What is required → Go through the records below line by line, counting those that contain the word "interface"; answer with the count only.

Stored data →
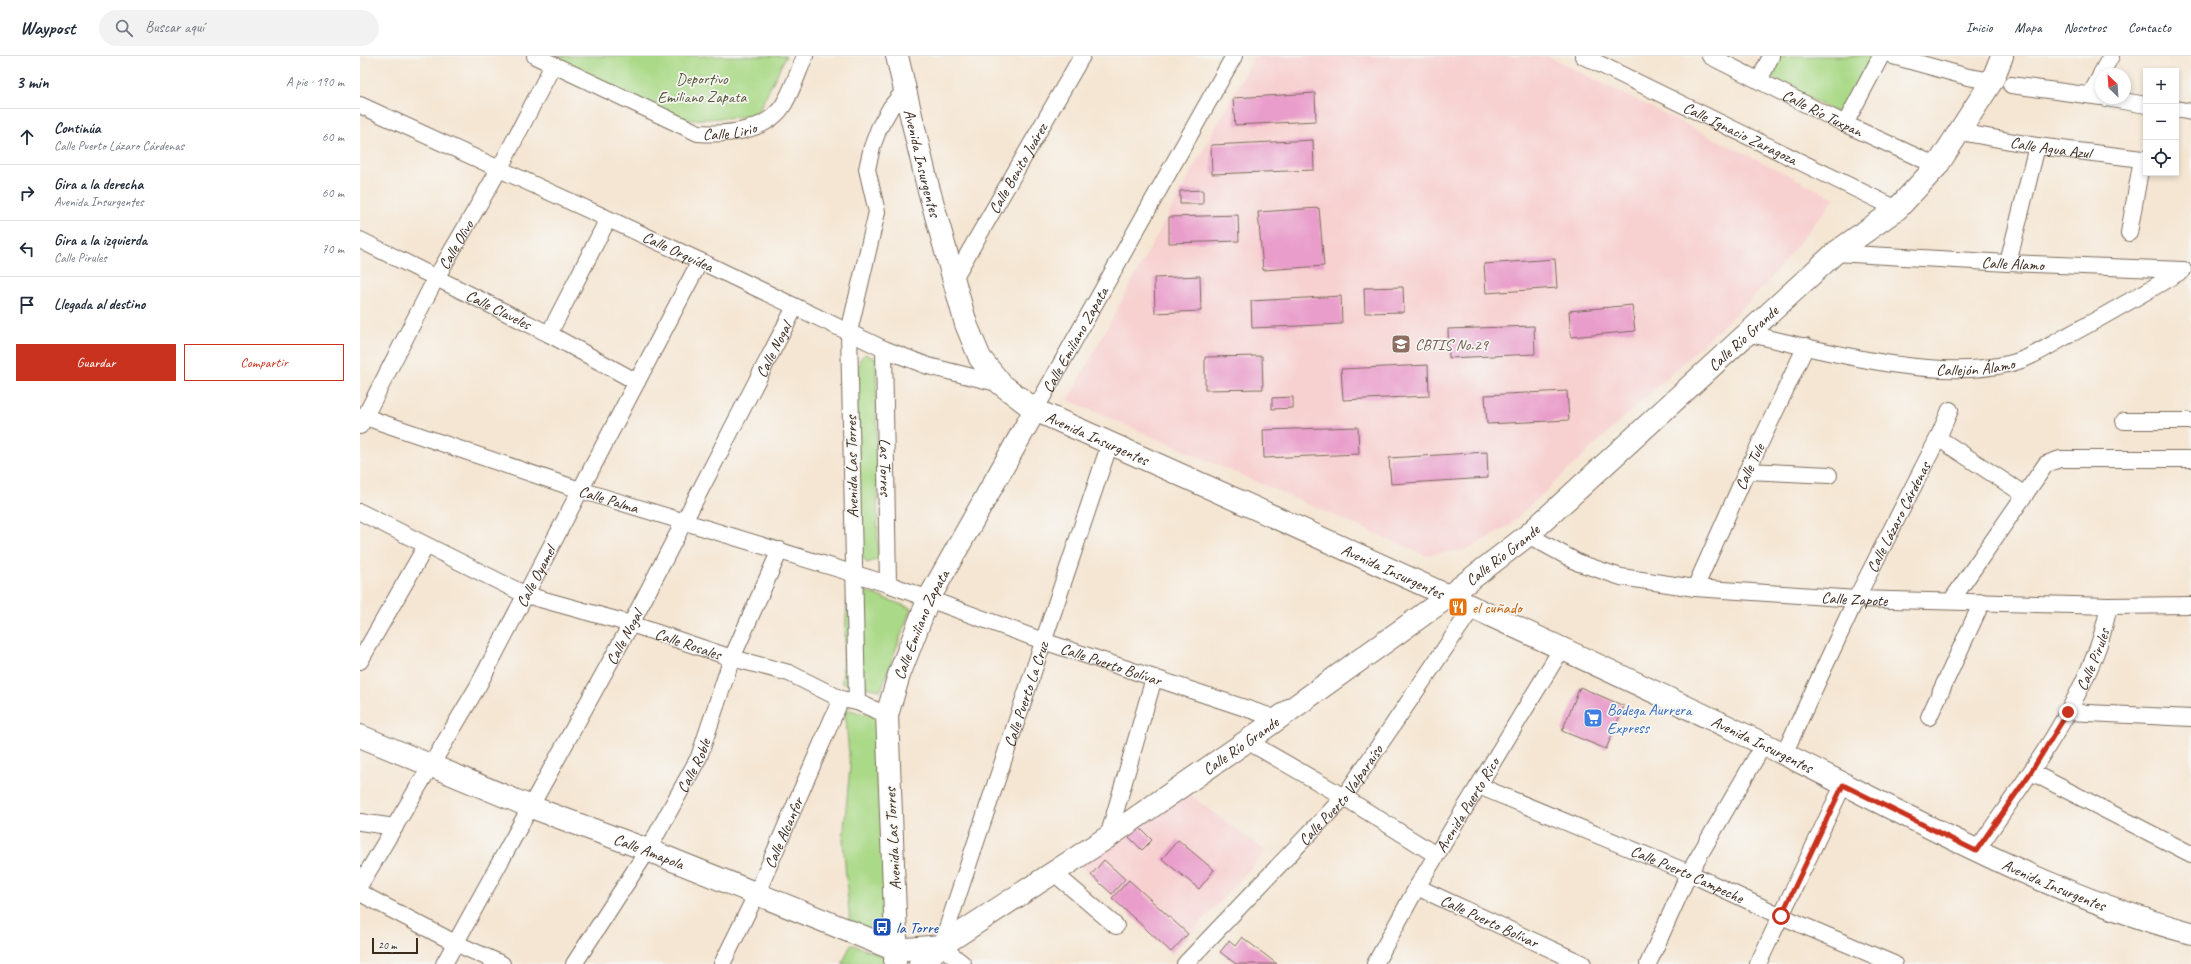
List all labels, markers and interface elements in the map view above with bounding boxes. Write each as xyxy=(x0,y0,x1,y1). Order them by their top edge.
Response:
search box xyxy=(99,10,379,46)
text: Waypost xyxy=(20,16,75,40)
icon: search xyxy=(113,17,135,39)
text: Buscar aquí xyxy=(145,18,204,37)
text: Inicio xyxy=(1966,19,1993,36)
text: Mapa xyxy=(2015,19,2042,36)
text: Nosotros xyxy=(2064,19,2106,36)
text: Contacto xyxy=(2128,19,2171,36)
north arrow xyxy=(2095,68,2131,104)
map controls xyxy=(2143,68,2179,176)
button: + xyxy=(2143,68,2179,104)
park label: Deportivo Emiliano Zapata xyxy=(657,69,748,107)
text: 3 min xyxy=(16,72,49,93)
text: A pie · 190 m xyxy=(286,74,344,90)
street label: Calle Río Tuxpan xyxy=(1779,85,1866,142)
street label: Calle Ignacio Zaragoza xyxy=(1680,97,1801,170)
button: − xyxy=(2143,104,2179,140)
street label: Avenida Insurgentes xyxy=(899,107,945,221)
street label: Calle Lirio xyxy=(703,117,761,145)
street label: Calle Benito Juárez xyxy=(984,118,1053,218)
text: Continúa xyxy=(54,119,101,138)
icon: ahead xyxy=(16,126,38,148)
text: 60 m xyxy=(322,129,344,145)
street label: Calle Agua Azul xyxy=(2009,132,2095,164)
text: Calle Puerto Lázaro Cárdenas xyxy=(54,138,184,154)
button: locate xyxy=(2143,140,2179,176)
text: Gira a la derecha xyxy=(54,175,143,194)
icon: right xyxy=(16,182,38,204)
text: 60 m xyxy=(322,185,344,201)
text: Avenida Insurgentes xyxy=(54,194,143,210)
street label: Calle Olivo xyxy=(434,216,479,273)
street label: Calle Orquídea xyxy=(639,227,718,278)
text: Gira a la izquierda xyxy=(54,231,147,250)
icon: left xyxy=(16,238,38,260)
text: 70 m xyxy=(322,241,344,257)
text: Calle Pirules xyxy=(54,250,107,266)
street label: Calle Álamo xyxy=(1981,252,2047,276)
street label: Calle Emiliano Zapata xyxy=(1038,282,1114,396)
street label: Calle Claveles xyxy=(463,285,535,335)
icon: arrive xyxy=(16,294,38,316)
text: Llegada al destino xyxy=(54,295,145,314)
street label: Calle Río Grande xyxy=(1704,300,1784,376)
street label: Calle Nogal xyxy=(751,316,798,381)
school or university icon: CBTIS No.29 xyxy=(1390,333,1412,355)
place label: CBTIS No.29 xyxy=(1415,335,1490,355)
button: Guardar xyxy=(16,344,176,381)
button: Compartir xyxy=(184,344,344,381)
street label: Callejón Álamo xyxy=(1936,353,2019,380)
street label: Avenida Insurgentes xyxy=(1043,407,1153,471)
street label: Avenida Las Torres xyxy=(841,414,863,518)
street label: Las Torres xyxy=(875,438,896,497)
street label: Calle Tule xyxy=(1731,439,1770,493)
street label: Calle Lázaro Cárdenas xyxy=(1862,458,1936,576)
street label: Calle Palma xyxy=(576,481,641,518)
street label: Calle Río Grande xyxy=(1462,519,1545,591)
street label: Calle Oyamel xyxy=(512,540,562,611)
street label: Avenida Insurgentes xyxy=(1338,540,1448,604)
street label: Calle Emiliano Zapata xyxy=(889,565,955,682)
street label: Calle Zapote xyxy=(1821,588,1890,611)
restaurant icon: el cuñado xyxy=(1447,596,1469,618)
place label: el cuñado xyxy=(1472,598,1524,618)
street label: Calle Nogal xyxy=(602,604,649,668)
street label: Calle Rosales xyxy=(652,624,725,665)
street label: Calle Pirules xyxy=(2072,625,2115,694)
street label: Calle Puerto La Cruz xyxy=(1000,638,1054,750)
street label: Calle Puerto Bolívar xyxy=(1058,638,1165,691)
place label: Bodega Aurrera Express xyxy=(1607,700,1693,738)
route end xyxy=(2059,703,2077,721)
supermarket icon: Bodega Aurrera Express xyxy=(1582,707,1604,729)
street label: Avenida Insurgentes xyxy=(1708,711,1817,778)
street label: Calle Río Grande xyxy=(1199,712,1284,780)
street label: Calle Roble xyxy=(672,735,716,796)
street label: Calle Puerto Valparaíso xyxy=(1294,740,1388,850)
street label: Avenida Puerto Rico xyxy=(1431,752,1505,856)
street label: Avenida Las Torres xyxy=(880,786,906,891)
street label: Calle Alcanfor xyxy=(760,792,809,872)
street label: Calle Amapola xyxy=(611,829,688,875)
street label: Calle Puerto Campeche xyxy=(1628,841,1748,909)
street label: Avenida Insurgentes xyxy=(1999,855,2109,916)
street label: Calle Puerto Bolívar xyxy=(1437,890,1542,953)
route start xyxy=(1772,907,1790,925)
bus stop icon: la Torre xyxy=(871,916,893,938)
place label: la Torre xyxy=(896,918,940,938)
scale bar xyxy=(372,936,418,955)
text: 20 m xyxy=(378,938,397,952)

* * *

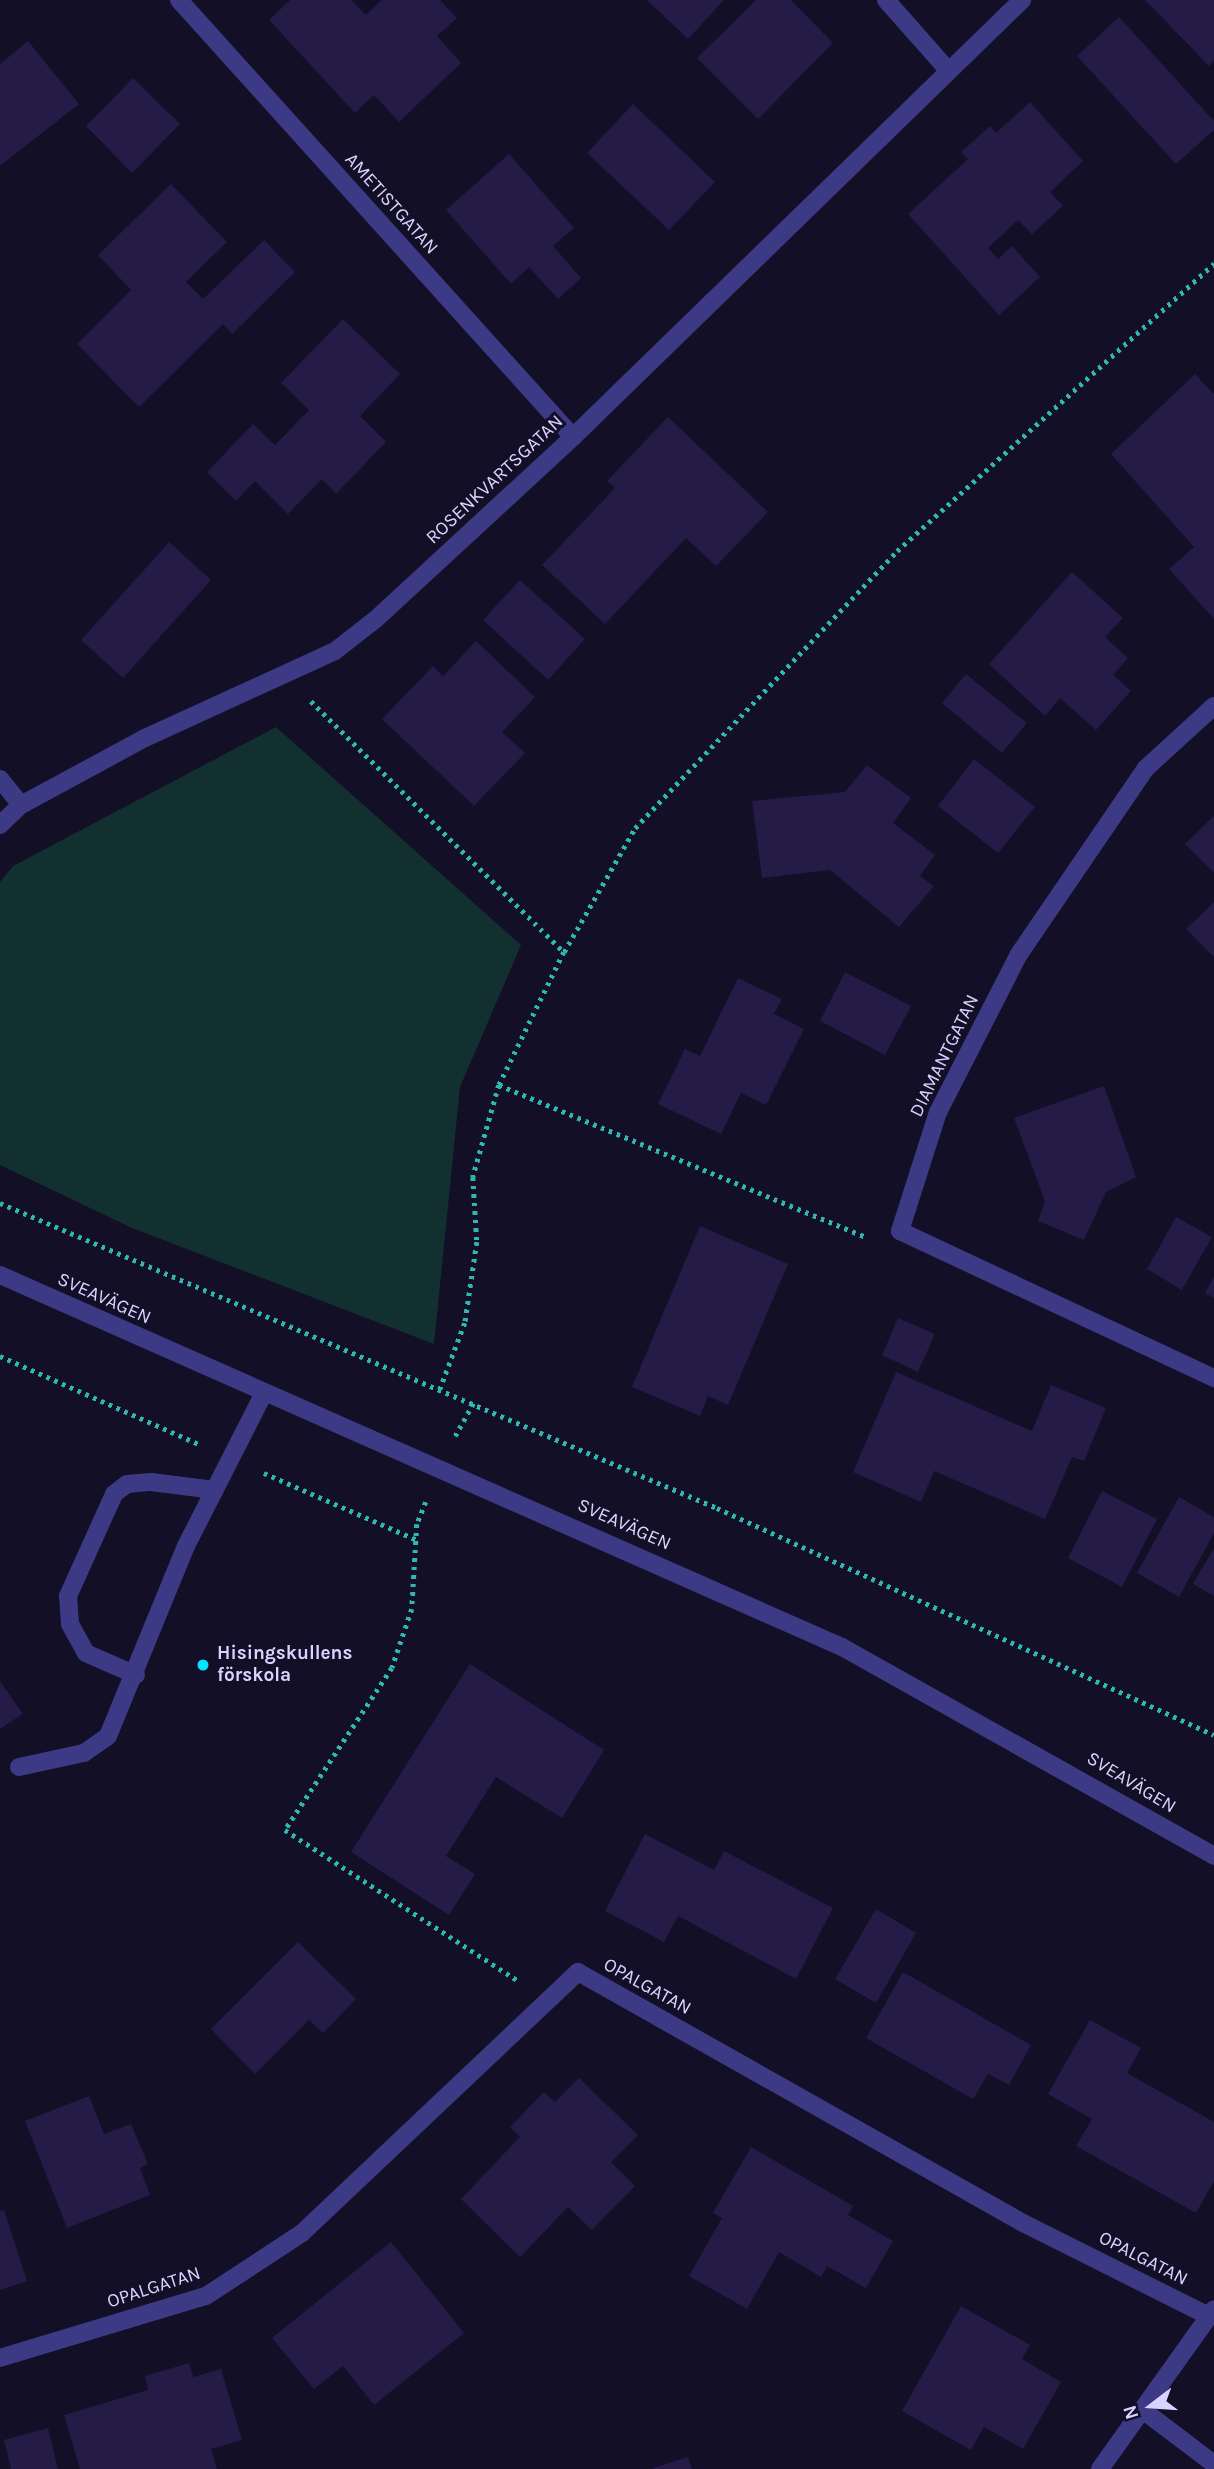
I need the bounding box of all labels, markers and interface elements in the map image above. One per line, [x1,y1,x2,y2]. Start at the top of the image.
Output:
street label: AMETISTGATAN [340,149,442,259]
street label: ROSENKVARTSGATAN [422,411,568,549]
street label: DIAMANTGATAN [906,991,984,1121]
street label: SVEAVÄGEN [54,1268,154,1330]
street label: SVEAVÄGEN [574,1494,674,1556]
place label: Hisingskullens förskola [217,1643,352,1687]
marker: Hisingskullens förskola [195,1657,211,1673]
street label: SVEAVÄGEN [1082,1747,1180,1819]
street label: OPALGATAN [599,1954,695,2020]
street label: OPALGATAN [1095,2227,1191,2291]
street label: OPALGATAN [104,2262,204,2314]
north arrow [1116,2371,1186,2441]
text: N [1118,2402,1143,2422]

Finished task → 2